From John Curry, October 28, 2008
Bloomberg.com, October 27, 2008
Broken Securities Industry Still Has $20 Billion to Pay Bonuses
By Christine Harper and Serena Saitto
Oct. 27, 2008 (Bloomberg) -- Five straight quarters of losses and a 70 percent slide in its stock this year haven't stopped Merrill Lynch & Co. from allocating about $6.7 billion to pay bonuses.
Goldman Sachs Group Inc. and Morgan Stanley, both still on track for profitable years, have set aside about $13 billion for bonuses after three quarters, down 28 percent from a year ago. Even some employees at Lehman Brothers Holdings Inc., which declared the biggest bankruptcy in U.S. history last month, will get the same bonus they received a year ago.
The worst financial crisis since the Great Depression, a $700 billion taxpayer bailout, public outcry over excessive pay and the demise of three of the biggest securities firms won't deter Wall Street from offering year-end rewards to employees on top of their salaries, compensation experts say.
"Critical producers and critical managers will be retained with the same bonus they had last year,'' said Robert Sloan, head of U.S. financial-services recruiting at Egon Zehnder International, a New York-based executive-search firm. "The others will see sharp cuts."

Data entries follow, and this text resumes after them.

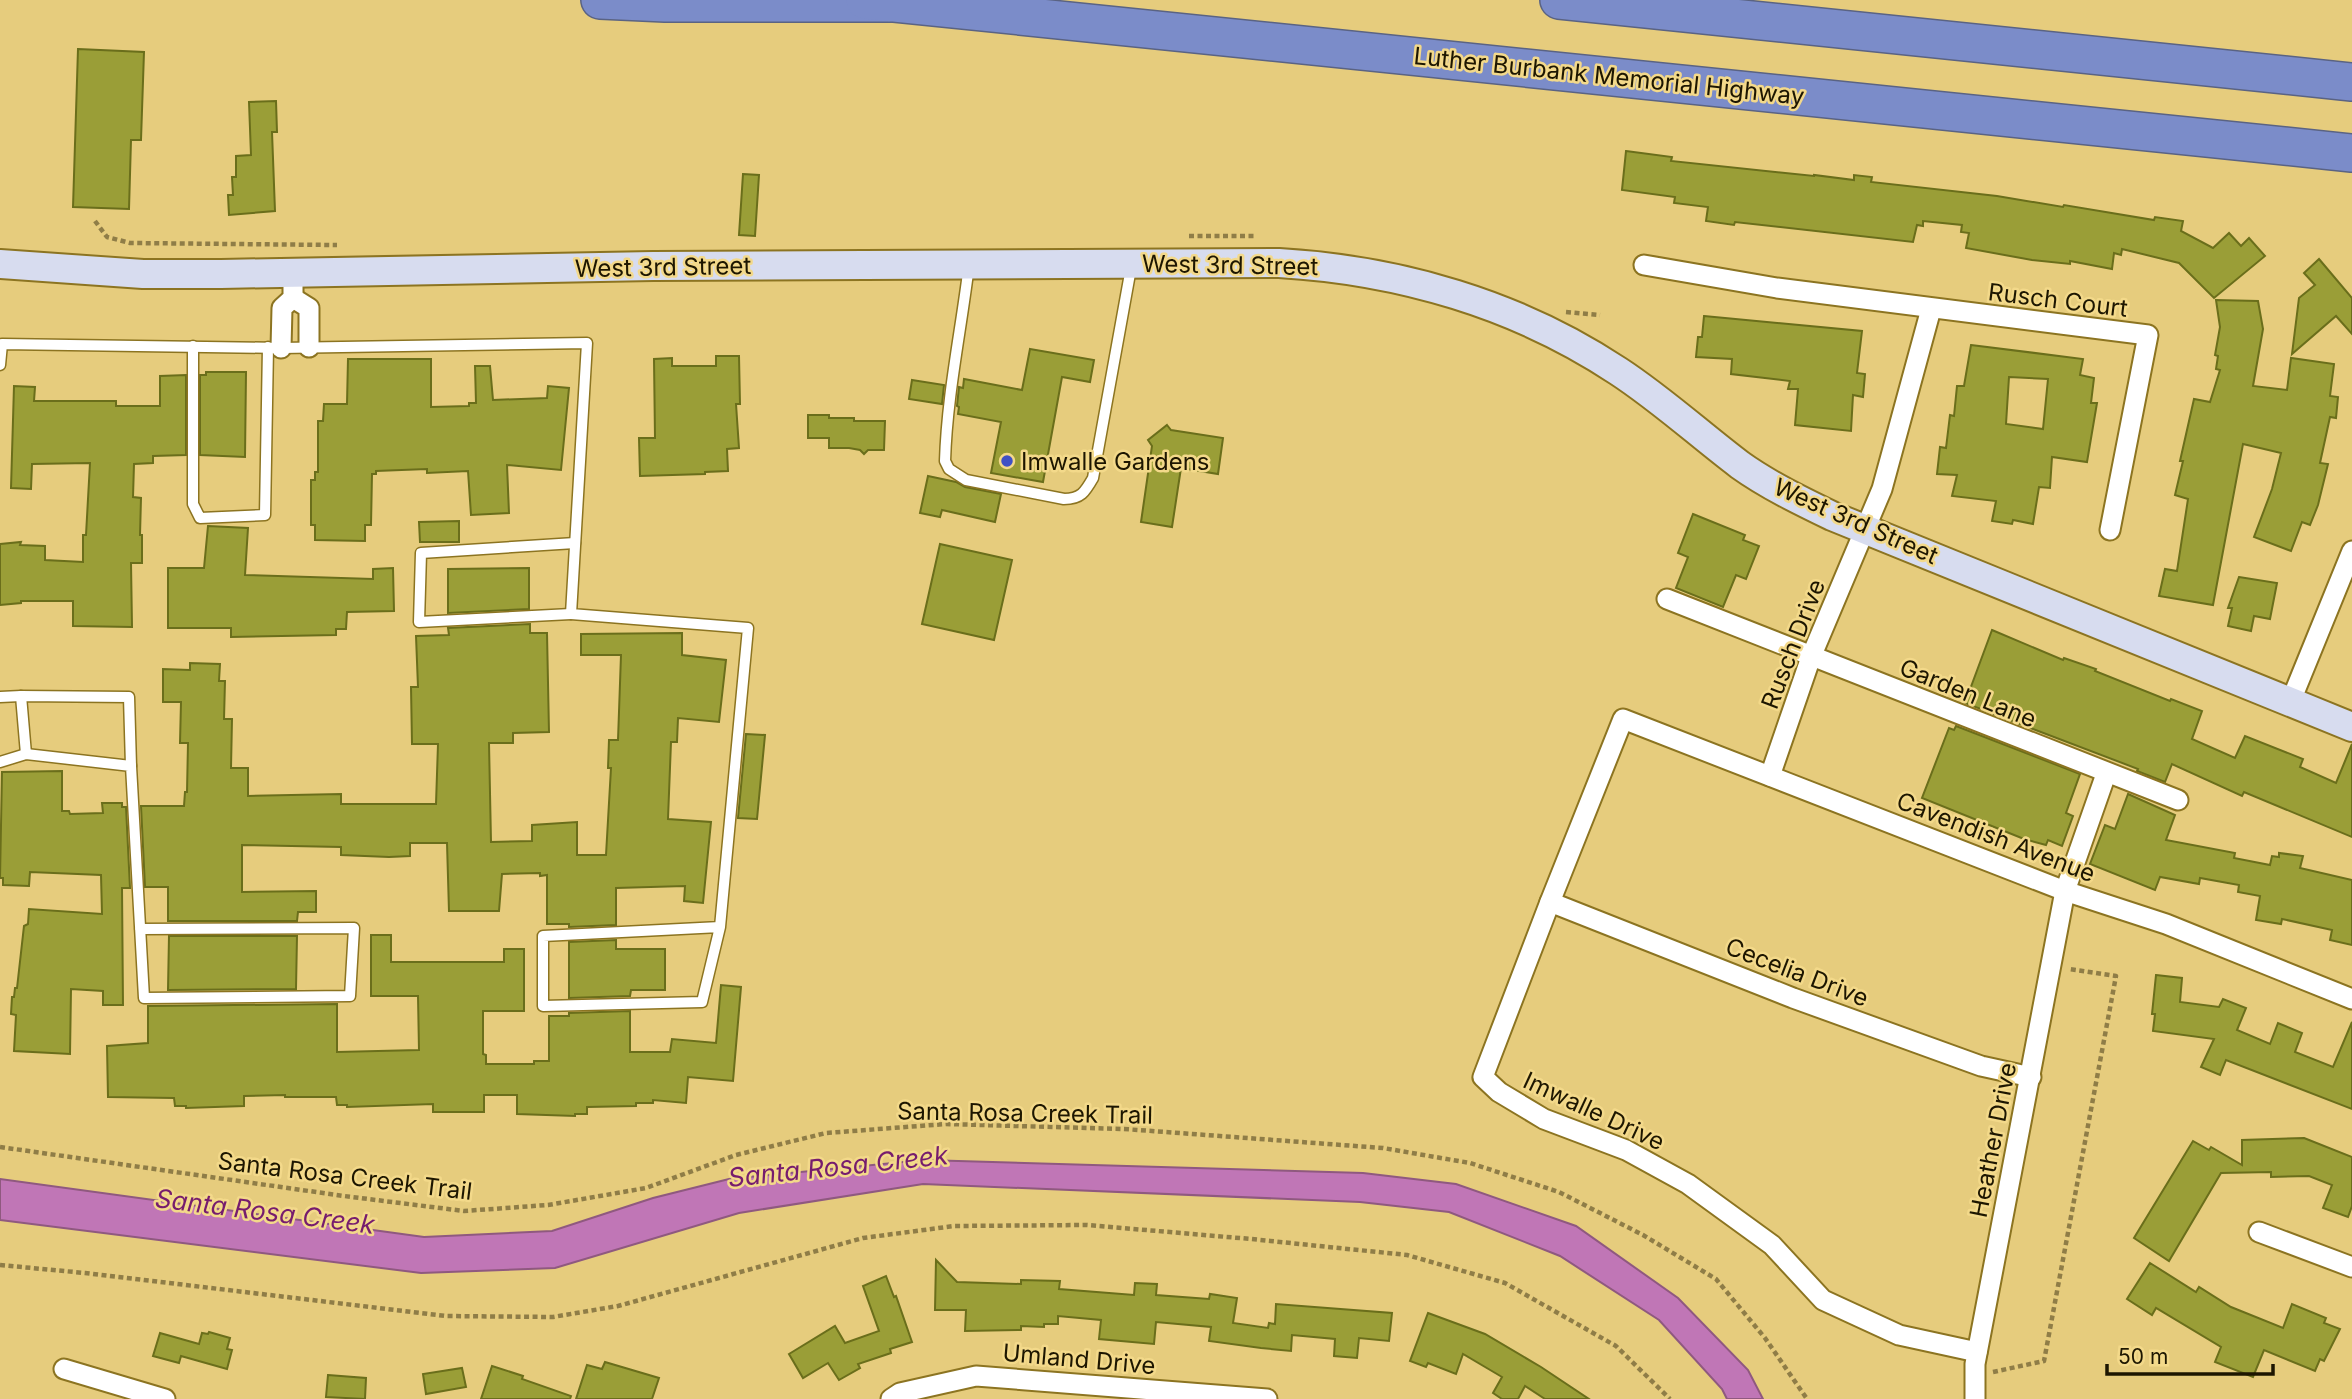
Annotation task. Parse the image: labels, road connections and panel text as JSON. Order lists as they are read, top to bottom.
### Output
{
  "streets": {
    "highway": ["Luther Burbank Memorial Highway"],
    "main road": ["West 3rd Street"],
    "street": [
      "Rusch Court",
      "Rusch Drive",
      "Garden Lane",
      "Cavendish Avenue",
      "Cecelia Drive",
      "Imwalle Drive",
      "Heather Drive",
      "Umland Drive"
    ],
    "path": ["Santa Rosa Creek Trail"]
  },
  "crossings": [
    ["West 3rd Street", "Rusch Drive"],
    ["Rusch Drive", "Garden Lane"],
    ["Rusch Drive", "Cavendish Avenue"],
    ["Cavendish Avenue", "Imwalle Drive"],
    ["Cavendish Avenue", "Heather Drive"],
    ["Cecelia Drive", "Imwalle Drive"],
    ["Cecelia Drive", "Heather Drive"],
    ["Imwalle Drive", "Heather Drive"]
  ],
  "water": ["Santa Rosa Creek"],
  "places": ["Imwalle Gardens"],
  "scale_bar": "50 m"
}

Goldman, the biggest and most profitable Wall Street firm until it opted to become a bank holding company last month, has set aside about $6.85 billion for bonuses, or an average of $210,300 for each employee, down 32 percent from $339,400 a year ago. Morgan Stanley, the second-biggest securities firm until it also converted to a bank, has $6.44 billion for bonuses, or $138,700 per person, down 20 percent from last year. Both firms accrue a fixed percentage of their revenue for compensation, so the decline in bonus pools matches the drop in revenue.
Merrill's Compensation
The money Merrill has set aside for bonuses equates to an average $110,000 for each of its 60,900 people, up from $108,000 a year ago because more than 3,000 jobs have been cut.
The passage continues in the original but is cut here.